The two companies are introducing separate, competitive automated video and language recognition services fueled by machine learning.

Mitch Wagner, Executive Editor, Light Reading

December 5, 2017

4 Min Read
Google & Amazon Heat Up Machine Learning Rivalry

Google and Amazon are stepping up their competition on machine learning, with both companies introducing new video and natural language recognition tools to help customers make sense of piles of undifferentiated moving images and words.

Google (Nasdaq: GOOG) plans on Tuesday to launch general availability of its Cloud Video Intelligence machine learning API to analyze video content, including providing video transcription. And it's adding Content Classification to its Cloud Natural Language platform, to automatically classify content into more than 700 categories

For Cloud Video Intelligence, Google is adding deeper video analysis tools, including shot change detection, content moderation, and detection of 20,000 labels, to identify 180 different types of fruits, including kiwis and jujubes; 229 models of airplanes; 667 car models; and more than 200 types of buildings, including supermarkets and convention centers, according to a post scheduled to go live Tuesday morning by Wei Hua, Google engineering manager for cloud AI Video Solutions, on the Google Cloud Big Data and Machine Learning Blog.

A Google demo shows how a user can search a large library of videos for the keyword "baseball" -- like running a Google search on the web -- and find only videos pertaining to that sport. The result shows which videos have baseball, and when in each video baseball appears.

Figure 1:

Cloud Video Intelligence can now automatically transcribe video audio into text.

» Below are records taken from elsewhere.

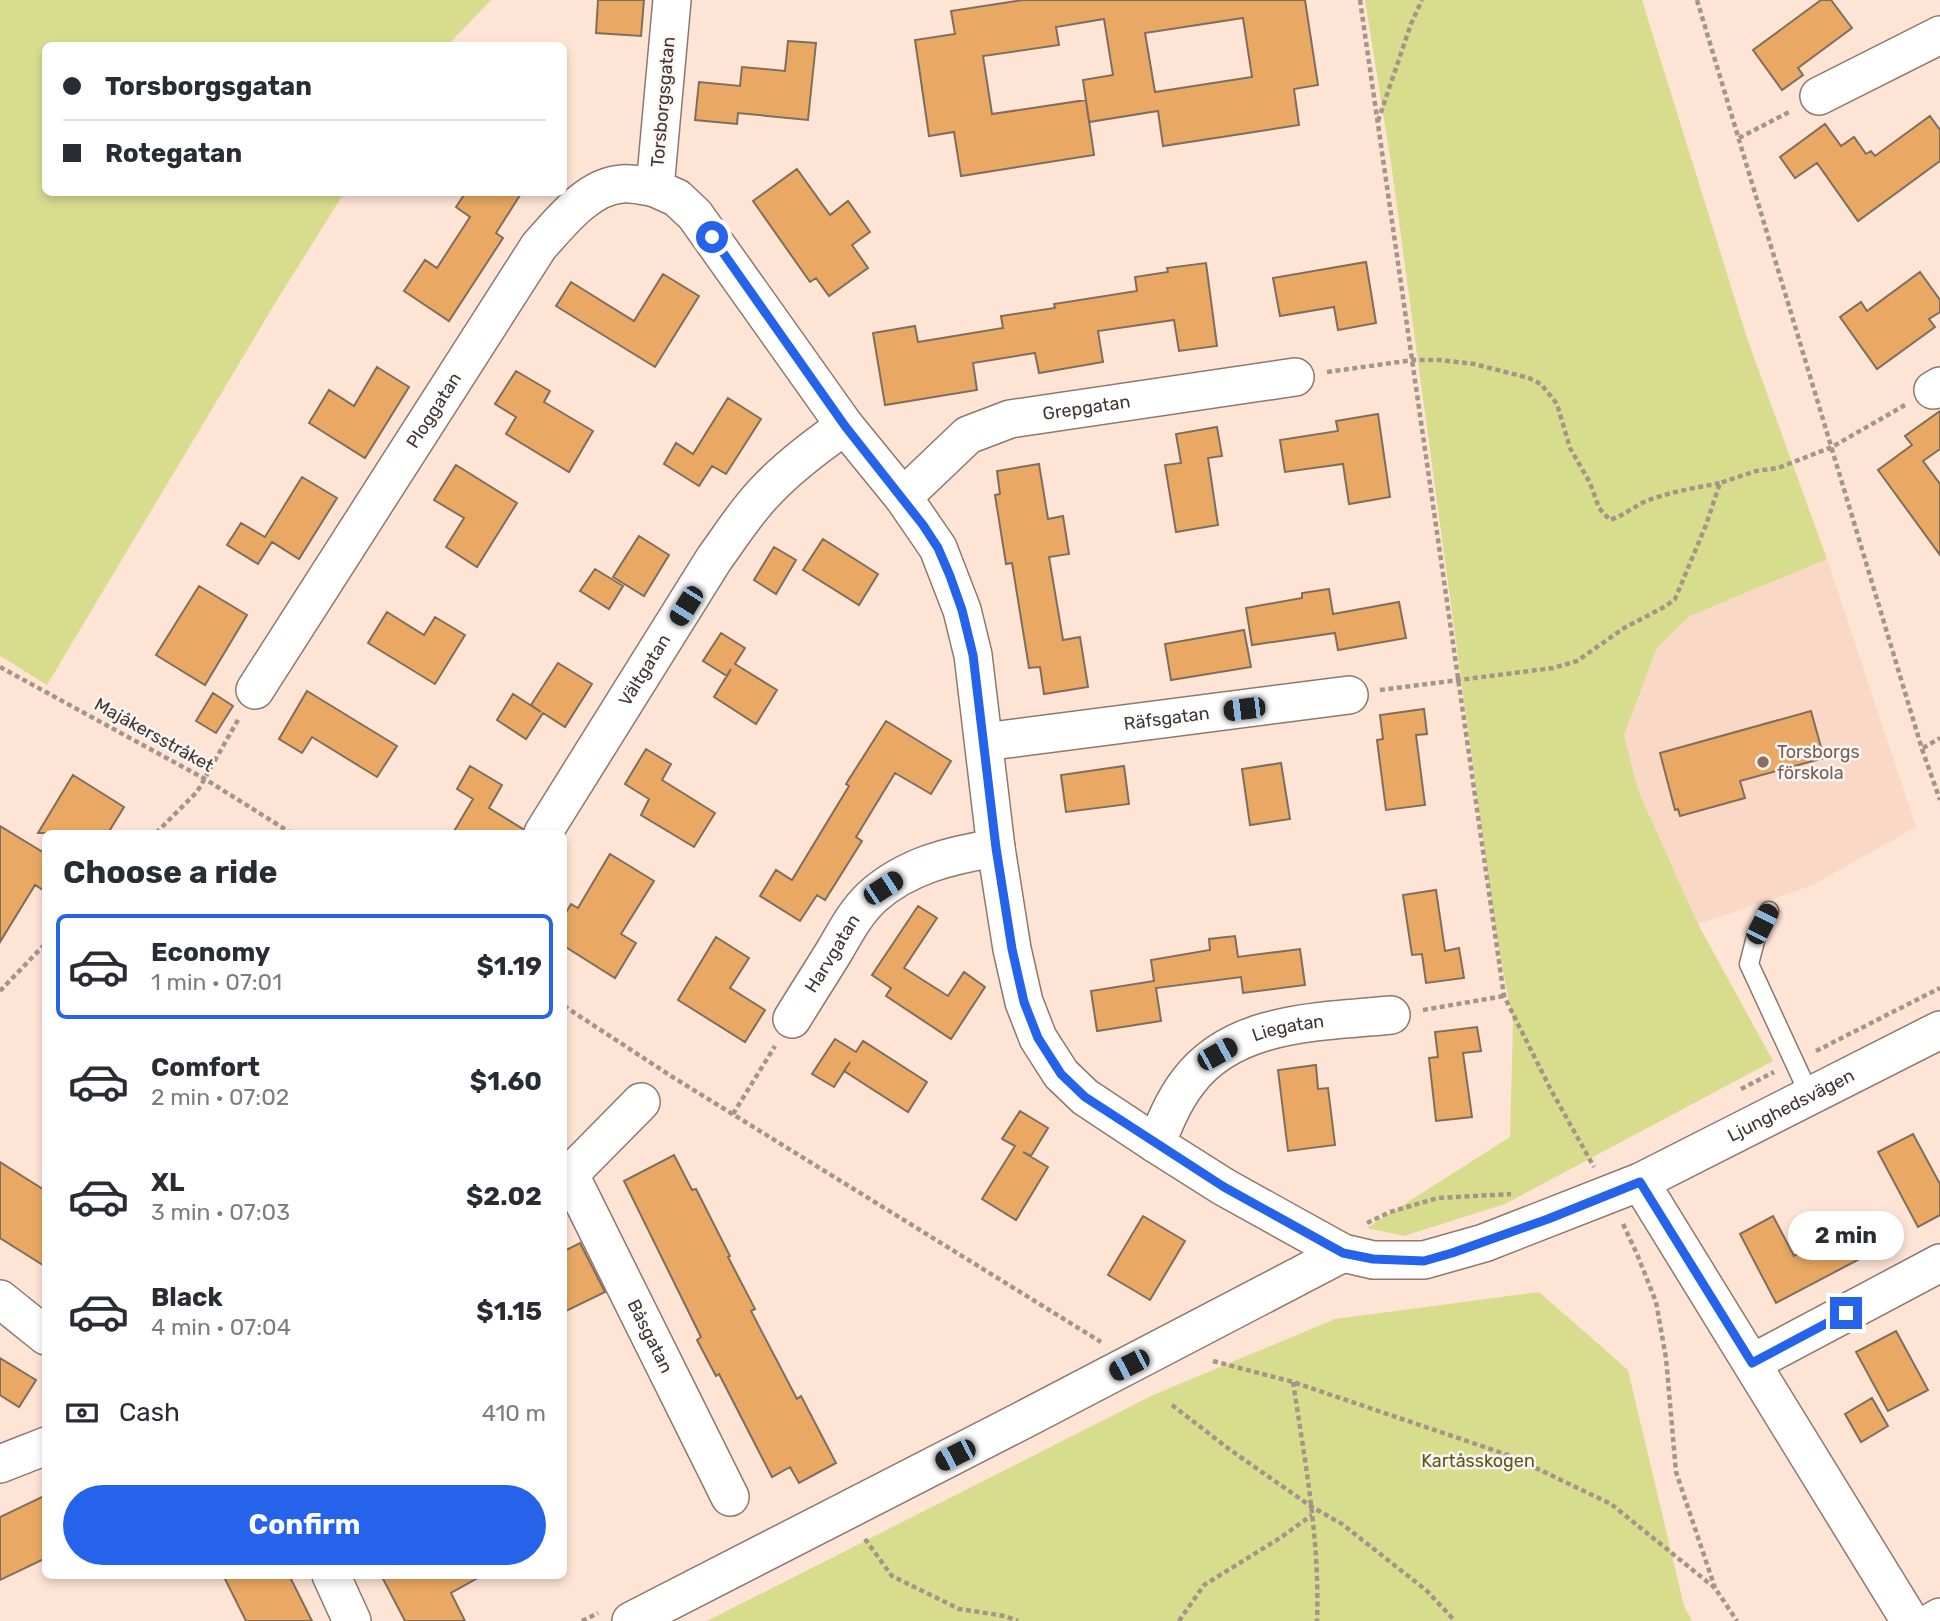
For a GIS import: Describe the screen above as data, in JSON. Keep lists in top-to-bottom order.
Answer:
{
  "streets": {
    "street": [
      "Torsborgsgatan",
      "Grepgatan",
      "Ploggatan",
      "Vältgatan",
      "Räfsgatan",
      "Harvgatan",
      "Liegatan",
      "Ljunghedsvägen",
      "Båsgatan"
    ],
    "path": ["Majåkersstråket"]
  },
  "crossings": [
    ["Torsborgsgatan", "Grepgatan"],
    ["Torsborgsgatan", "Ploggatan"],
    ["Torsborgsgatan", "Vältgatan"],
    ["Torsborgsgatan", "Räfsgatan"],
    ["Torsborgsgatan", "Harvgatan"],
    ["Torsborgsgatan", "Liegatan"],
    ["Torsborgsgatan", "Ljunghedsvägen"]
  ],
  "parks": ["Kartåsskogen"],
  "places": ["Torsborgs förskola"],
  "page": {
    "banner": ["Torsborgsgatan", "Rotegatan"],
    "heading": "Choose a ride",
    "list": [
      {
        "name": "Economy",
        "note": "1 min · 07:01",
        "value": "$1.19"
      },
      {
        "name": "Comfort",
        "note": "2 min · 07:02",
        "value": "$1.60"
      },
      {
        "name": "XL",
        "note": "3 min · 07:03",
        "value": "$2.02"
      },
      {
        "name": "Black",
        "note": "4 min · 07:04",
        "value": "$1.15"
      }
    ],
    "bubble": "2 min",
    "pay": ["Cash", "410 m"],
    "buttons": "Confirm"
  }
}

The feature is in private beta in English only, but will expand to new languages.

Hua outlines several customer use cases for the video service. Incentro, which provides IT solutions on Google Cloud Platform for media and publishing customers, uses machine learning to help its customers store and find digital media assets. Cloud Video Intelligence lists details in videos and labels and timestamps where the details can be found. Previous solutions were manual, time-consuming and less complete and accurate than the automated tool, Google says.

Robotix Media uses the Google video tool to optimize social marketing campaigns, analyzing video ad performance.

Google's Content Classification sorts documents and content into more than 700 different categories, including Arts & entertainment, Hobbies & Leisure, Law & Government, News and Health. Hearst Newspapers is using the system to classify more than 3,000 articles daily.

Amazon debuts video, natural language tools
At last week's AWS re:Invent conference, Amazon Web Services Inc. introduced its own machine learning improvements. Amazon Rekognition Video is a follow-up to AWS's Amazon Rekognition service introduced last year, which searches, analyzes and organizes millions of still images. Rekognition Video provides real-time video analytics, detecting objects and scenes, such as a package arriving, or inappropriate video content, celebrity video and person tracking. Using technology called Skeleton Monitoring, Rekognition Video can track people even when they are outside the frame, AWS CEO Andy Jassy said.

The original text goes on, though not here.